ARCOmadrid 2023


SOFÍA DURRIEU
ESTHER MATHIS


HALL 7, BOOTH 7C07

IN COLLABORATION WITH RUTH BENZACAR
GALERÍA DE ARTE, BUENOS AIRES

FEBRUARY 22-26, 2023

PROFESSIONAL DAYS, FEBRUARY 22 – 23
PUBLIC DAYS, FEBRUARY 24 – 26


We are looking forward to participate for the first time at ARCOmadrid in collaboration with Ruth Benzacar Galería de Arte, Buenos Aires, with whom we co-represent Sofía Durrieu. Alongside Durrieu’s work, we will show works by Esther Mathis, while Ruth Benzacar Galería de Arte will feature works by Ana Gallardo.

The joint presentation will highlight the multifaceted practices of these three positions, across two generations. The artists share a formal restraint, while investigating fundamental questions of equality, duality, gender perception and violence or tenderness. 

SOFÍA DURRIEU

… Durrieu’s newest suite of sculptures (all 2023) presented at ARCOmadrid further emphasizes the kind of ambivalent psychological tensions that the work’s material and use reveal. Here, a group of eight self-standing and wall works cast in bronze formally and metaphorically focus on the notion of tears. The artist imagines tears as bodily extensions in the shape of antennas, shields, mantles, shafts, and adornments. Turning liquid tears to solid bronze that fall through one’s face and, at times, onto the chest as handles from which to hold, Durrieu proposes tears as an element of support and comfort. As it is core to her practice, each work imposes a specific donning mechanism and bodily posture; in the process, the viewer becomes a performer while a part of the sculptural object. „Puddle“, for example, invites the spectator to step into and bend down over a puddle of tears in a surrendering act, „Sacrum“ makes one elevate and open the chest in a meditative and spiritual call, and „Headshell“ is to be worn as a blindfold that while oppressing the act of vision, it opens an interior space. Albeit their disciplining form and usage, Durrieu’s tear-works provoke polyvalent effects ranging from sorrow and joy to pain and pleasure, rigidity and softness, fear and comfort, and control and freedom—all at the same time. …

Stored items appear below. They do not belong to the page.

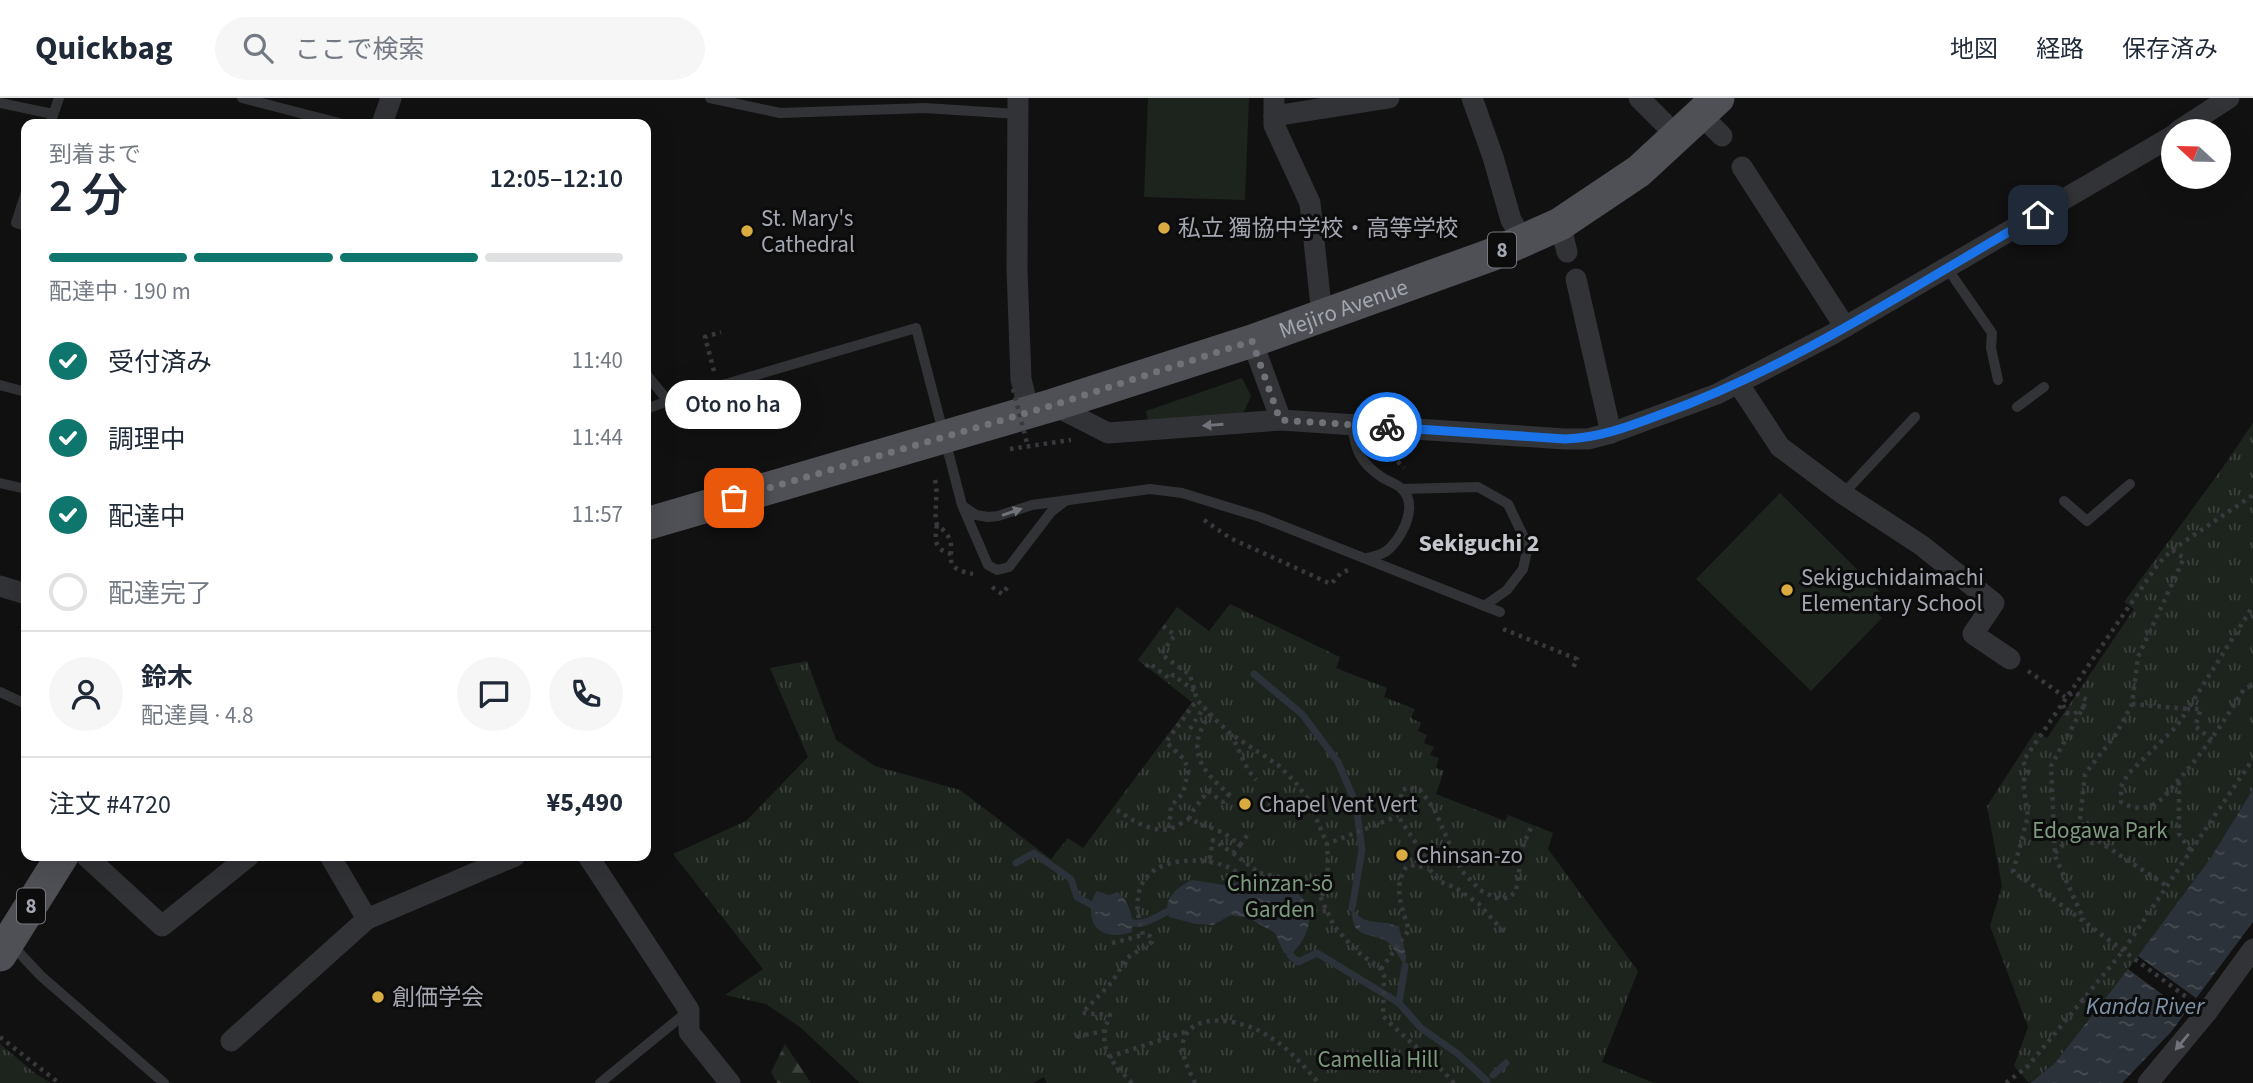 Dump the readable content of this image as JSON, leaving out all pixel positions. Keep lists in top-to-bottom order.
{
  "streets": {
    "main road": ["8", "Mejiro Avenue"]
  },
  "districts": ["Sekiguchi 2"],
  "water": ["Kanda River"],
  "parks": ["Edogawa Park", "Chinzan-sō Garden", "Camellia Hill"],
  "places": [
    "私立 獨協中学校・高等学校",
    "St. Mary's Cathedral",
    "Oto no ha",
    "Sekiguchidaimachi Elementary School",
    "Chapel Vent Vert",
    "Chinsan-zo",
    "創価学会"
  ],
  "north": "left",
  "page": {
    "header": "Quickbag",
    "search": "ここで検索",
    "nav": ["地図", "経路", "保存済み"],
    "heading": ["2 分", "到着まで", "12:05–12:10"],
    "panel": [
      "鈴木",
      "配達員 · 4.8",
      "注文 #4720",
      "¥5,490"
    ],
    "bar": "配達中 · 190 m",
    "list": [
      ["受付済み", "11:40"],
      ["調理中", "11:44"],
      ["配達中", "11:57"],
      "配達完了"
    ],
    "bubble": "Oto no ha"
  }
}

Manuela Hansen on Sofía Durrieu’s Tears series, extract

SELECTED WORKS



Sofía Durrieu
(*1980 Buenos Aires, Argentina, lives in Basel, Switzerland and Buenos Aires, Argentina) spent her early years in France where she trained to become a ballet dancer. She studied Fine Arts at Prilidiano Pueyrredón, Philosophy at the University of Buenos Aires, and Graphic Design at the Faculty of Design of Buenos Aires. Later she became interested in ceramics, sculpture, yoga and performance. In 2018 she moved to Basel, Switzerland to join the Master in Fine Arts program at FHNW HGK Institut Kunst, directed by Chus Martínez, graduating in 2020.
Recent solo exhibitions of the artist were Magenmund at Palazzina, Basel, Amenities at Reaktor, Zurich, Control Remoto at Pasto Galería, Buenos Aires, and Puppet-me (or example of a five-legged walking stick) at Ruth Benzacar Gallery, Buenos Aires.
Her work has been included in several group exhibitions in Switzerland, France and Argentina, among them at Kunsthaus Baselland, Basel, CEAAC Strasbourg, Federico Klemm Foundation, Buenos Aires. In February 2022 her work was part of the Performance Biennial in Parque Memorial in Buenos Aires. Sofía Durrieu’s work is featured in several important private collections in the Americas. Recently she has been awarded an Atelier Mondial residency in Tokas, Tokyo, and has been awarded the Werkbeitrag Kunstkredit Basel Stadt 2021, as well as the 2022 Swiss Art Awards. Solo exhibitions at Ruth Benzacar, Buenos Aires, and at Livie will take place in Spring and Fall 2023. 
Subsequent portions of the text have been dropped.